In recent days, Liam Fox has resurfaced after his resignation as Defence Secretary. In two internventions, he has focused on security issues – and, in particular, on the link between fiscal conservatism and the values of the west.
In an article for the Washington Times, Dr Fox repeats a theme that he and William Hague have long emphasised: debt is a security issue. Writing for an American audience he warns that American power will decline seismically – in the same way debt killed Habsburg Spain, Bourgogne France and the Ottoman Empire – if the next resident of the White House doesn't get borrowing under control:
"The United States, with its huge debt interest payments burden, not only over borrows and over taxes the American people but is, of necessity, cutting its defence spending to help make ends meet. The irony seems to be lost on some that much of this debt interest will end up in Moscow and Beijing. In other words, America has been more enfeebled by welfarism and big government than it ever was by the ideology or practice of communism.

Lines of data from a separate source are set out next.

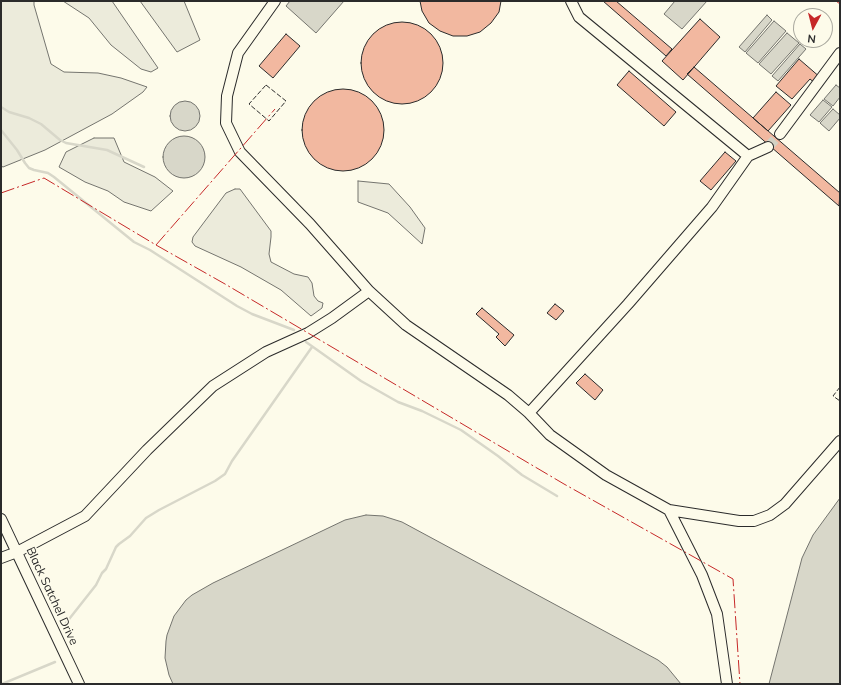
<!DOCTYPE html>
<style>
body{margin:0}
#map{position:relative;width:841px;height:685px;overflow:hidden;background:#fdfbea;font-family:Mulish,sans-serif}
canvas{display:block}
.frame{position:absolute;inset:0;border:2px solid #2b2b2b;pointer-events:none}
.north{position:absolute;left:793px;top:8px;width:40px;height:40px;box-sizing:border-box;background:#fdfbea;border:1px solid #a9a89e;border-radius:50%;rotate:187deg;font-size:11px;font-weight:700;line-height:16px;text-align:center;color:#2b2b2b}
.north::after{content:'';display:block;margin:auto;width:14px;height:18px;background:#c62828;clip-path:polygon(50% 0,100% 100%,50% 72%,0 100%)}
</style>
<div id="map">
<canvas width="841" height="685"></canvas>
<div class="frame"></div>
<div class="north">N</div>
</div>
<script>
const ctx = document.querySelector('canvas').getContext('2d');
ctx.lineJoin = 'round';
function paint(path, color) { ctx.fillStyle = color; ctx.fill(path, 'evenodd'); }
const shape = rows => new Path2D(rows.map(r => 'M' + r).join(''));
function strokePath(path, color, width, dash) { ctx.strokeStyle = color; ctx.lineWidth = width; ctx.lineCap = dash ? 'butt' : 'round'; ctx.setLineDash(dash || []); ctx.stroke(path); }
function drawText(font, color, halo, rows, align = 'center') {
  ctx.font = font + ' Mulish,sans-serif'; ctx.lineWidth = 3; ctx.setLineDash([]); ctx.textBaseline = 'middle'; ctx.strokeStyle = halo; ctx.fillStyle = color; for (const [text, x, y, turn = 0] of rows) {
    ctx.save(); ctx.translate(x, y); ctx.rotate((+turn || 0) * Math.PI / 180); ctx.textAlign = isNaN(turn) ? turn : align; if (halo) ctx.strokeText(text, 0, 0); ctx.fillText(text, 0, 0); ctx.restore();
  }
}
const green = shape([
 [1,1,34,1,34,5,51,64,64,72,98,73,121,78,147,87,143,92,112,114,45,150,3,167,1,166,1,1],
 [63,1,112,1,158,68,151,72,141,69,111,45,89,18,63,1],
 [140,1,184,1,200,40,177,52,140,1],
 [94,138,114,138,124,162,155,177,173,191,151,211,124,202,108,191,85,182,59,167,66,152,94,138],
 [358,181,389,184,410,207,425,228,422,244,388,213,358,202,358,181],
 [235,189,240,189,271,231,271,237,269,254,271,262,294,274,308,277,312,283,314,296,318,301,323,303,322,308,311,316,281,290,241,267,195,246,192,242,193,237,226,193,235,189]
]);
const water = shape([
 [290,1,344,1,316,33,286,6,290,1],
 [675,1,707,1,682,29,664,14,675,1],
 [767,15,772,20,745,52,739,47,767,15],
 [774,21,786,31,758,63,746,53,774,21],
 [787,33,799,43,771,74,759,64,787,33],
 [800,44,806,49,778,81,772,76,800,44],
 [836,85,840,88,840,97,833,106,824,99,836,85],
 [823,100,832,107,819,122,810,115,823,100],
 '170 116a15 15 0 1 1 30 0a15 15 0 1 1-30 0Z',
 [833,109,840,115,840,118,829,131,820,123,833,109],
 '163 157a21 21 0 1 1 42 0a21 21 0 1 1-42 0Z',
 [840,498,840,684,769,684,802,558,813,535,840,498],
 [366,515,383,516,402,522,658,660,667,667,681,684,173,684,169,675,165,658,166,641,167,635,174,616,186,600,192,595,213,583,345,520,366,515]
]);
const stream = shape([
 [1,107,9,112,29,118,41,124,60,140,66,143,107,150,144,167],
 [1,130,17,150,25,163,29,168,34,170,48,173,54,177,134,242,150,250,237,306,252,314,294,330],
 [306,342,361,381,398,402,422,411,461,430,498,456,522,475,557,496],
 [66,623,96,585,102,573,106,569,116,547,119,544,130,536,146,518,159,510,215,481,225,474,232,461,312,347],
 [2,684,55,662]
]);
const building = shape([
 [420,1,501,1,499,12,491,23,480,32,467,36,453,36,440,31,429,23,422,11,420,1],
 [603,1,616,1,672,49,666,56,603,1],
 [700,19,720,37,683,80,662,61,700,19],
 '361 63a41 41 0 1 1 82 0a41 41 0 1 1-82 0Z',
 [286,34,300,46,273,78,259,66,286,34],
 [799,59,821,78,816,84,810,79,792,99,776,86,799,59],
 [694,67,840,193,839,206,687,74,694,67],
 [629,71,676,112,664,126,617,85,629,71],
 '302 130a41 41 0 1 1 82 0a41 41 0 1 1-82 0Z',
 [776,92,791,105,768,131,753,118,776,92],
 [725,152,736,161,711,190,700,181,725,152],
 [555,304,564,311,556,320,547,313,555,304],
 [482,308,514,335,505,346,496,337,499,334,476,314,482,308],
 [585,374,603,390,595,400,576,383,585,374]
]);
const minorTunnel = shape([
 [768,147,780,134]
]);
const minor = shape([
 [275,1,238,53,227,96,226,123,240,152,310,224,369,291,406,325,508,395,529,413,628,304,712,207,748,156,768,147],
 [571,1,579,17,748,156],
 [780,134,840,53],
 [529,413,550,435,606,475,669,510,739,521,754,521,770,515,785,504,840,441],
 [669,510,702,575,717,614,727,684],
 [1,519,79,684],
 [1,558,17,552,85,516,147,450,213,386,266,352,308,333,332,318,369,291]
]);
const fence = shape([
 [266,85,286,101,269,121,249,104,266,85],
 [840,387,833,396,840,401]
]);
const power = shape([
 [836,1,840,4],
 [1,193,44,178,156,245,225,284,564,484,733,579,740,684],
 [156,245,275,109]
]);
const streetNames = [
 ["Black Satchel Drive",52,596,65]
];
paint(green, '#ecebdb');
strokePath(green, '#74746e', 1);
paint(water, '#d8d7c9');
strokePath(water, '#74746e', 1);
strokePath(stream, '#d8d7c9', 2.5);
paint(building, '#f2b8a0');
strokePath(building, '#2b2b2b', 1);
strokePath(minorTunnel, '#d3d1c4', 10, [10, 5]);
strokePath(minor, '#2b2b2b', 12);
strokePath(minor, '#fdfbea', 10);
strokePath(fence, '#2b2b2b', 1, [5, 2]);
strokePath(power, '#c62828', 1, [14, 3, 2, 3]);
drawText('12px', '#2b2b2b', '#fdfbea', streetNames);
</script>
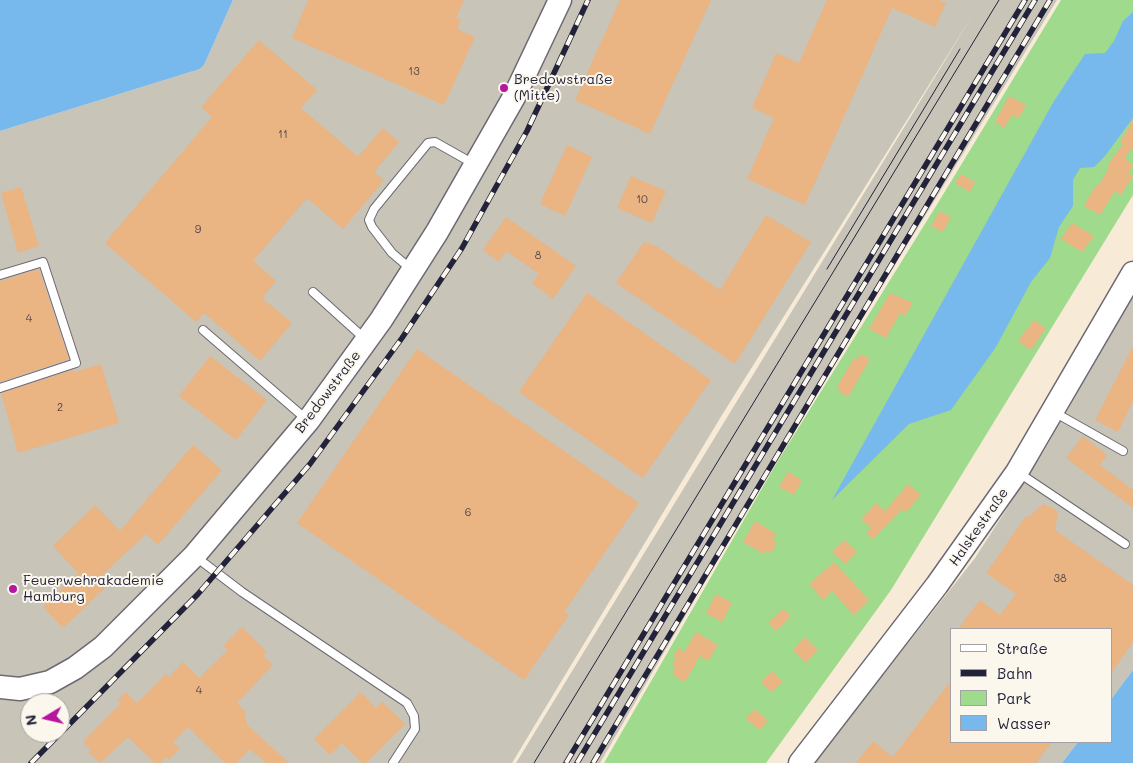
<!DOCTYPE html>
<meta charset="utf-8">
<style>
body{margin:0}
#map{position:relative;width:1133px;height:763px;overflow:hidden;background:#f7ebd7;font-family:Mali,sans-serif}
canvas{display:block}
.legend{position:absolute;left:950px;top:628px;width:162px;height:115px;box-sizing:border-box;background:#fbf7ec;border:1px solid #a4a2a5;margin:0;padding:6px 9px;list-style:none;font-size:15px;color:#22223b}
.legend li{display:flex;align-items:center;gap:10px;height:25px}
.legend b{width:25px;border:1px solid #a4a2a5}
.north{position:absolute;left:20px;top:693px;width:50px;height:50px;box-sizing:border-box;background:#fbf7ec;border:1px solid #a4a2a5;border-radius:50%;rotate:261deg;font-size:14px;font-weight:700;line-height:20px;text-align:center;color:#22223b}
.north::after{content:'';display:block;margin:auto;width:18px;height:22px;background:#b5179e;clip-path:polygon(50% 0,100% 100%,50% 72%,0 100%)}
</style>
<div id="map">
<canvas width="1133" height="763"></canvas>
<ul class="legend">
<li><b style="height:6px;background:#fff"></b>Straße</li>
<li><b style="height:6px;background:#22223b"></b>Bahn</li>
<li><b style="height:14px;background:#a0da8d"></b>Park</li>
<li><b style="height:14px;background:#77b9ec"></b>Wasser</li>
</ul>
<div class="north">N</div>
</div>
<script>
const ctx = document.querySelector('canvas').getContext('2d');
ctx.lineJoin = 'round';
function paint(path, color) { ctx.fillStyle = color; ctx.fill(path, 'evenodd'); }
const poly = rows => new Path2D(rows.map(r => 'M' + r).join(''));
function strokePath(path, color, width, dash) { ctx.strokeStyle = color; ctx.lineWidth = width; ctx.lineCap = dash ? 'butt' : 'round'; ctx.setLineDash(dash || []); ctx.stroke(path); }
function write(font, color, halo, rows, align = 'center') {
  ctx.font = font + ' Mali,sans-serif'; ctx.lineWidth = 4; ctx.setLineDash([]); ctx.textBaseline = 'middle'; ctx.strokeStyle = halo; ctx.fillStyle = color; for (const [text, x, y, turn = 0] of rows) {
    ctx.save(); ctx.translate(x, y); ctx.rotate((+turn || 0) * Math.PI / 180); ctx.textAlign = isNaN(turn) ? turn : align; if (halo) ctx.strokeText(text, 0, 0); ctx.fillText(text, 0, 0); ctx.restore();
  }
}
paint(poly([
 [233,0,1057,0,769,471,600,763,516,763,974,13,722,415,512,763,0,763,0,131,200,69,204,65],
 [30,703,60,703,60,733,30,733],
 [1133,297,1133,670,1112,698,1112,629,952,629,952,742,1078,742,1062,763,814,763,975,558,1044,451]
]), '#c8c4b8');
paint(poly([
 [1061,0,1133,0,1133,195,891,590,766,763,604,763,776,464,941,198]
]), '#a0da8d');
paint(poly([
 [0,0,233,0,204,65,200,69,0,131],
 [1133,12,1133,118,1105,156,1094,167,1080,168,1073,180,1073,206,1059,227,1050,258,1031,282,996,347,951,410,909,424,832,500,1054,101,1085,54,1105,53,1114,41,1123,21],
 [1133,670,1133,763,1062,763,1078,742,1112,742,1112,698]
]), '#77b9ec');
paint(poly([
 [308,0,464,0,456,18,461,20,457,29,475,37,444,105,292,38],
 [620,0,711,0,650,134,575,100],
 [827,0,939,0,946,3,935,27,892,8,805,205,747,179,774,118,752,108,776,53,799,63],
 [259,40,317,90,301,108,358,157,383,128,399,142,374,172,384,180,343,229,307,198,253,261,276,281,262,298,292,323,260,361,204,313,196,322,105,243,212,117,201,107],
 [1009,96,1026,105,1019,118,1012,115,1004,128,995,122],
 [1133,120,1133,150,1131,149,1125,158,1133,166,1128,173,1133,176,1121,195,1115,191,1100,215,1084,206,1096,185,1098,186,1108,170,1109,163,1123,144,1120,142],
 [567,145,592,157,565,216,540,204],
 [961,174,975,182,970,192,955,183],
 [631,176,666,191,652,223,617,208],
 [21,187,39,246,18,253,1,193],
 [940,211,951,217,943,232,931,226],
 [766,215,811,242,735,364,616,283,644,242,656,246,720,290],
 [506,217,576,266,553,299,532,283,539,274,506,251,499,262,483,250],
 [1072,223,1094,236,1082,252,1061,239],
 [39,269,69,359,0,382,0,281],
 [587,293,711,380,643,478,519,392],
 [890,293,913,303,905,316,900,313,886,338,869,329],
 [1034,320,1046,328,1031,350,1018,341],
 [1133,346,1133,402,1118,432,1095,420],
 [417,349,639,503,564,612,569,615,524,680,297,523],
 [861,354,870,359,848,397,838,391,840,389,837,387,854,358,857,359],
 [210,356,267,400,236,440,179,396],
 [101,364,119,423,18,453,1,393,73,370,74,372],
 [1083,436,1107,455,1100,465,1133,490,1133,508,1066,458],
 [193,445,222,470,158,545,146,534,99,578,107,586,63,628,43,607,78,573,53,546,95,505,120,531],
 [788,472,802,480,794,495,779,487],
 [908,484,921,495,906,512,902,509,873,539,866,533,871,528,861,519,876,503,885,511],
 [1043,504,1055,509,1058,514,1055,530,1133,585,1133,642,1112,672,1112,629,958,629,980,600,1000,615,1016,594,986,573,1026,516,1029,517],
 [755,521,776,534,773,540,777,543,771,553,767,550,764,554,743,542],
 [844,540,857,552,845,564,832,552],
 [834,562,869,600,854,615,832,591,823,600,809,584],
 [716,594,732,603,722,622,706,613],
 [783,609,791,616,776,631,768,623],
 [242,627,267,652,263,655,273,665,237,703,245,711,247,725,289,763,266,763,250,749,236,763,225,763,188,727,173,742,180,748,169,760,166,757,160,763,155,763,128,737,100,763,88,752,91,749,83,742,121,703,118,700,126,692,137,703,166,674,169,677,183,662,199,678,228,650,223,646],
 [696,632,718,645,708,661,700,656,685,682,673,675,675,667,672,665,676,659,673,657,678,648,684,652],
 [805,637,818,650,806,663,793,650],
 [772,671,783,682,771,692,761,682],
 [952,679,952,742,1052,742,1036,763,856,763,873,741,893,757],
 [361,692,376,708,382,702,405,724,366,763,362,763,342,743,330,755,314,739],
 [754,709,768,720,760,730,746,719]
]), '#eab483');
const lane = poly([
 [412,270,392,253,372,227,369,220,374,209,428,143,435,142,474,164],
 [0,275,43,262,76,363,0,388],
 [313,292,365,339],
 [203,330,306,419],
 [1054,412,1123,451],
 [1019,473,1125,544],
 [196,557,242,592,407,703,414,716,415,729,393,763]
]);
const secondary = poly([
 [0,687,20,689,50,682,75,668,103,647,194,556,308,421,381,320,437,232,514,97,560,0],
 [800,763,937,585,1017,472,1133,273]
]);
strokePath(lane, '#6d6872', 10);
strokePath(secondary, '#6d6872', 25);
strokePath(lane, '#fff', 8);
strokePath(secondary, '#fff', 22);
strokePath(poly([
 [827,269,960,49],
 [534,763,999,0]
]), '#22223b', 1);
const rail = poly([
 [31,763,198,594,310,464,402,338,462,248,527,131,588,0],
 [566,763,1025,0],
 [577,763,1035,0],
 [593,763,1050,0]
]);
strokePath(rail, '#22223b', 5.5);
strokePath(rail, '#fbf7ec', 4, [11]);
for (const [x, y, r, color] of [
 [504,88,5,"#b5179e"],
 [13,589,5,"#b5179e"]
]) { const dot = new Path2D(); dot.arc(x, y, r, 0, 2 * Math.PI); ctx.fillStyle = color; ctx.fill(dot); strokePath(dot, '#fbf7ec', 2); }
write('11px', '#54464d', null, [
 ["13",414,72],
 ["11",283,135],
 ["10",642,200],
 ["9",198,230],
 ["8",538,256],
 ["4",29,319],
 ["2",60,408],
 ["6",468,513],
 ["38",1060,579],
 ["4",199,691]
]);
write('14px', '#22223b', '#fbf7ec', [
 ["Bredowstraße",514,80],
 ["(Mitte)",514,96],
 ["Feuerwehrakademie",23,581],
 ["Hamburg",23,597]
], 'left');
write('14px', '#22223b', '#fbf7ec', [
 ["Bredowstraße",328,392,-53],
 ["Halskestraße",979,527,-55]
]);
</script>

There is no doubt a wry smile or two inside the Kremlin."
Don't think of today's debt crisis as a temporary issue, he warns, but as a pivotal moment in our history – if we don't change course. The crisis and its remedy will dominate for "a decade." "This," he continues, "is a structural correction to Western economies that are still living beyond their means, placing too little importance on sound money and failing to adjust to the ultra competitive nature of the globalised economy."
Visiting Georgia where he spent an Orthodox Christmas with the President, Fox gave a short speech in which he set out the importance of defending our own values in fighting external aggressors:
"Fundamentally, Western leaders, particularly Margaret Thatcher and Ronald Reagan, instinctively recognised that defence and security was not simply a matter of military hardware. They recognised in the Cold War that it was necessary to de-legitimise the views of the Communist world not least by having a clear and credible alternative of their own based on liberty, law and the application of constitutional government. That fundamental dynamic has not changed today. Freedom is not the natural state of affairs. It has to be plucked from the forces of disorder, anarchy and oppression. It must be fought for in every place and in every generation and then nurtured and protected. Its enemies are many- the pursuit of personal power, external aggression and internal complacency."